• How to complete this task: Would you please set down the data again exactly as given, excluding the pictures?

• The data:
▬▬▬▬▬▬

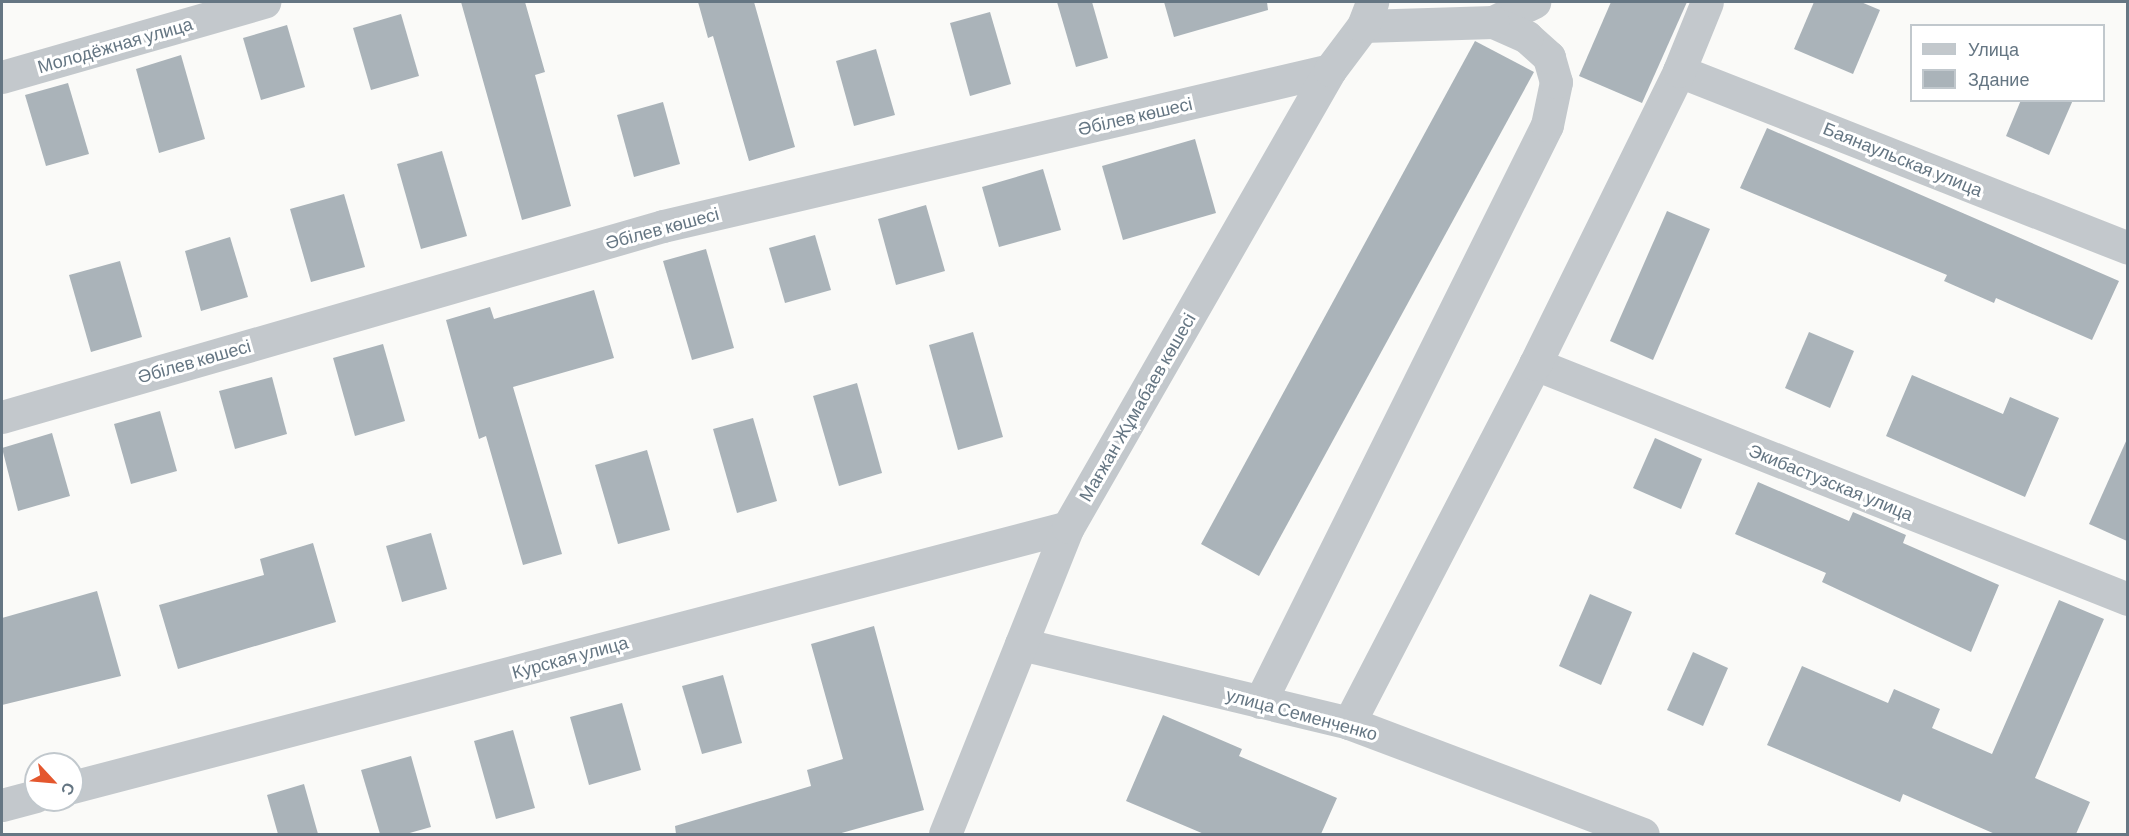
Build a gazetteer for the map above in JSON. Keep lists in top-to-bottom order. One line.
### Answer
{"streets":{"street":["Молодёжная улица","Әбілев көшесі","Баянаульская улица","Мағжан Жұмабаев көшесі","Экибастузская улица","Курская улица","улица Семенченко"]},"crossings":[["Әбілев көшесі","Мағжан Жұмабаев көшесі"],["Мағжан Жұмабаев көшесі","Курская улица"],["Мағжан Жұмабаев көшесі","улица Семенченко"]],"legend":["Улица","Здание"],"north":"bottom right"}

▬▬▬▬▬▬

• Answer to this task:
Build a gazetteer for the map above in JSON. Keep lists in top-to-bottom order. One line.
### Answer
{"streets":{"street":["Молодёжная улица","Әбілев көшесі","Баянаульская улица","Мағжан Жұмабаев көшесі","Экибастузская улица","Курская улица","улица Семенченко"]},"crossings":[["Әбілев көшесі","Мағжан Жұмабаев көшесі"],["Мағжан Жұмабаев көшесі","Курская улица"],["Мағжан Жұмабаев көшесі","улица Семенченко"]],"legend":["Улица","Здание"],"north":"bottom right"}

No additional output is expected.